▶ [PROVIDED MATERIAL]:

● ● ● ● ●

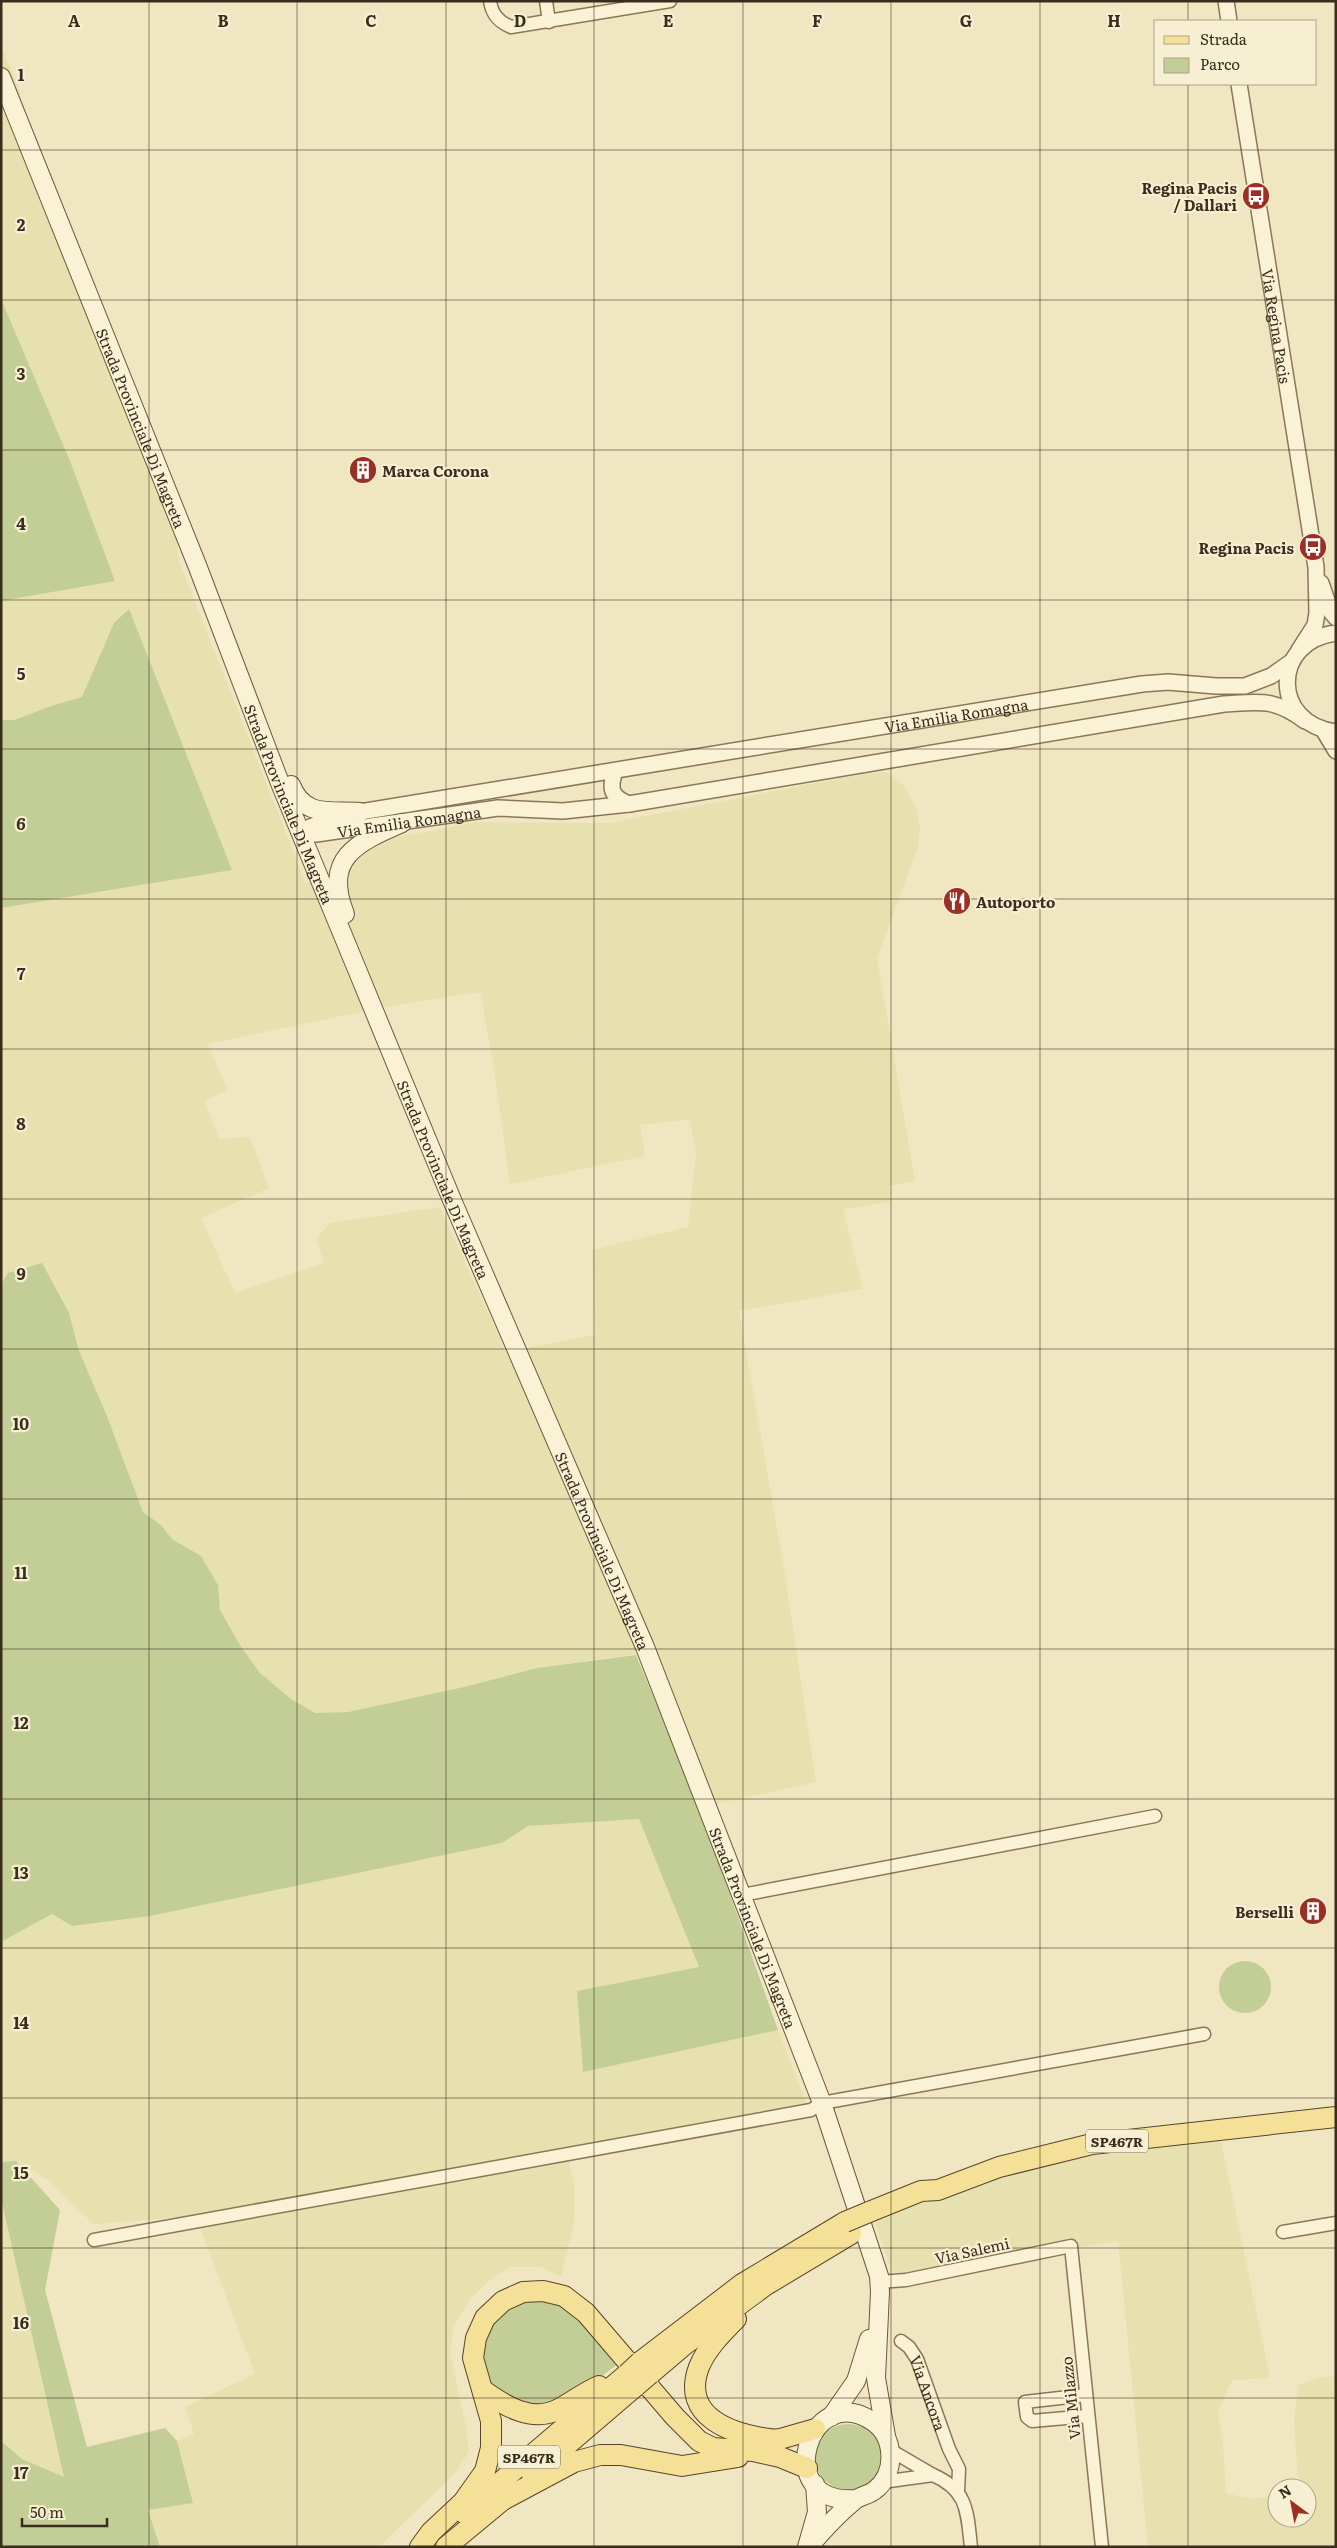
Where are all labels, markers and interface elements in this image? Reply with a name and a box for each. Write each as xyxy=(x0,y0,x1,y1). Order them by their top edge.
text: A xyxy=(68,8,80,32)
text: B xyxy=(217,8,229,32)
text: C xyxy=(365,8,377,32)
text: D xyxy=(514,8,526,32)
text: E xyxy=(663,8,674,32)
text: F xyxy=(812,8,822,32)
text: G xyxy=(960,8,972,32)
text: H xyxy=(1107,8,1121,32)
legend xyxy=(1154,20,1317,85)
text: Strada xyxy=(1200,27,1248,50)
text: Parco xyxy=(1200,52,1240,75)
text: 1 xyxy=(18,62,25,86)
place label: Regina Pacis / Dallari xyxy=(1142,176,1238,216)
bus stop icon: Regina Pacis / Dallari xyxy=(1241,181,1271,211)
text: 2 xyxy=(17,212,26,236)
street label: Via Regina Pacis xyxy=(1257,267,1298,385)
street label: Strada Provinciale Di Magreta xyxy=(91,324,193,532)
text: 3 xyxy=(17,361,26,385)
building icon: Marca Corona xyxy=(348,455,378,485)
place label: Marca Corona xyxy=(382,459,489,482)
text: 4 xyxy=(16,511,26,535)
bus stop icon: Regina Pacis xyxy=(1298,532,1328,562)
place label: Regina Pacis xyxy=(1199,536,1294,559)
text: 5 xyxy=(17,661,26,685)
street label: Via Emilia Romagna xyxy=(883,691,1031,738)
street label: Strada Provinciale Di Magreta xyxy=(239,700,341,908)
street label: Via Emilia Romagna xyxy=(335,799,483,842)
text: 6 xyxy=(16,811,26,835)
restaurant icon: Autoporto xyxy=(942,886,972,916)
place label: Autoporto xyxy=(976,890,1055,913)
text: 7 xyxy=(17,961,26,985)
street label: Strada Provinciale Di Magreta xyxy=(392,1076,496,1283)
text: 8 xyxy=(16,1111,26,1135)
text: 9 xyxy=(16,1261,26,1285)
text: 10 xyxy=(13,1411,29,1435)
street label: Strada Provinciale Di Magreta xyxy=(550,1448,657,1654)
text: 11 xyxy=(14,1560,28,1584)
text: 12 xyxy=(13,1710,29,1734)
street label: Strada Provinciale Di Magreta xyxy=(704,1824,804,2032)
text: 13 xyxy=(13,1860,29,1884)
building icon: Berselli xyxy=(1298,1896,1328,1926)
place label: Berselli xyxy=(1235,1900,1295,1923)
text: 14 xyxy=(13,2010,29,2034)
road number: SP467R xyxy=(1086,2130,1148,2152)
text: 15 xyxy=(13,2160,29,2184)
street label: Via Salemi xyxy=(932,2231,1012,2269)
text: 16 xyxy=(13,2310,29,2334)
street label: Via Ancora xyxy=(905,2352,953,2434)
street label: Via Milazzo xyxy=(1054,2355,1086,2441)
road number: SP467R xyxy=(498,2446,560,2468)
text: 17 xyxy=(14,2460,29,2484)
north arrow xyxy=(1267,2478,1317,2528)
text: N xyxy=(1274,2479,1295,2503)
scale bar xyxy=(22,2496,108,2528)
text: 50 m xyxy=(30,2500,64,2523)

● ● ● ● ●

▶ [TASK TO CARRY OUT]: Repeat each line of the material exactly, and drop any image it carries.

▶ [RESPONSE TO THE EXERCISE]:
Where are all labels, markers and interface elements in this image? Reply with a name and a box for each. Write each as xyxy=(x0,y0,x1,y1). Order them by their top edge.
text: A xyxy=(68,8,80,32)
text: B xyxy=(217,8,229,32)
text: C xyxy=(365,8,377,32)
text: D xyxy=(514,8,526,32)
text: E xyxy=(663,8,674,32)
text: F xyxy=(812,8,822,32)
text: G xyxy=(960,8,972,32)
text: H xyxy=(1107,8,1121,32)
legend xyxy=(1154,20,1317,85)
text: Strada xyxy=(1200,27,1248,50)
text: Parco xyxy=(1200,52,1240,75)
text: 1 xyxy=(18,62,25,86)
place label: Regina Pacis / Dallari xyxy=(1142,176,1238,216)
bus stop icon: Regina Pacis / Dallari xyxy=(1241,181,1271,211)
text: 2 xyxy=(17,212,26,236)
street label: Via Regina Pacis xyxy=(1257,267,1298,385)
street label: Strada Provinciale Di Magreta xyxy=(91,324,193,532)
text: 3 xyxy=(17,361,26,385)
building icon: Marca Corona xyxy=(348,455,378,485)
place label: Marca Corona xyxy=(382,459,489,482)
text: 4 xyxy=(16,511,26,535)
bus stop icon: Regina Pacis xyxy=(1298,532,1328,562)
place label: Regina Pacis xyxy=(1199,536,1294,559)
text: 5 xyxy=(17,661,26,685)
street label: Via Emilia Romagna xyxy=(883,691,1031,738)
street label: Strada Provinciale Di Magreta xyxy=(239,700,341,908)
street label: Via Emilia Romagna xyxy=(335,799,483,842)
text: 6 xyxy=(16,811,26,835)
restaurant icon: Autoporto xyxy=(942,886,972,916)
place label: Autoporto xyxy=(976,890,1055,913)
text: 7 xyxy=(17,961,26,985)
street label: Strada Provinciale Di Magreta xyxy=(392,1076,496,1283)
text: 8 xyxy=(16,1111,26,1135)
text: 9 xyxy=(16,1261,26,1285)
text: 10 xyxy=(13,1411,29,1435)
street label: Strada Provinciale Di Magreta xyxy=(550,1448,657,1654)
text: 11 xyxy=(14,1560,28,1584)
text: 12 xyxy=(13,1710,29,1734)
street label: Strada Provinciale Di Magreta xyxy=(704,1824,804,2032)
text: 13 xyxy=(13,1860,29,1884)
building icon: Berselli xyxy=(1298,1896,1328,1926)
place label: Berselli xyxy=(1235,1900,1295,1923)
text: 14 xyxy=(13,2010,29,2034)
road number: SP467R xyxy=(1086,2130,1148,2152)
text: 15 xyxy=(13,2160,29,2184)
street label: Via Salemi xyxy=(932,2231,1012,2269)
text: 16 xyxy=(13,2310,29,2334)
street label: Via Ancora xyxy=(905,2352,953,2434)
street label: Via Milazzo xyxy=(1054,2355,1086,2441)
road number: SP467R xyxy=(498,2446,560,2468)
text: 17 xyxy=(14,2460,29,2484)
north arrow xyxy=(1267,2478,1317,2528)
text: N xyxy=(1274,2479,1295,2503)
scale bar xyxy=(22,2496,108,2528)
text: 50 m xyxy=(30,2500,64,2523)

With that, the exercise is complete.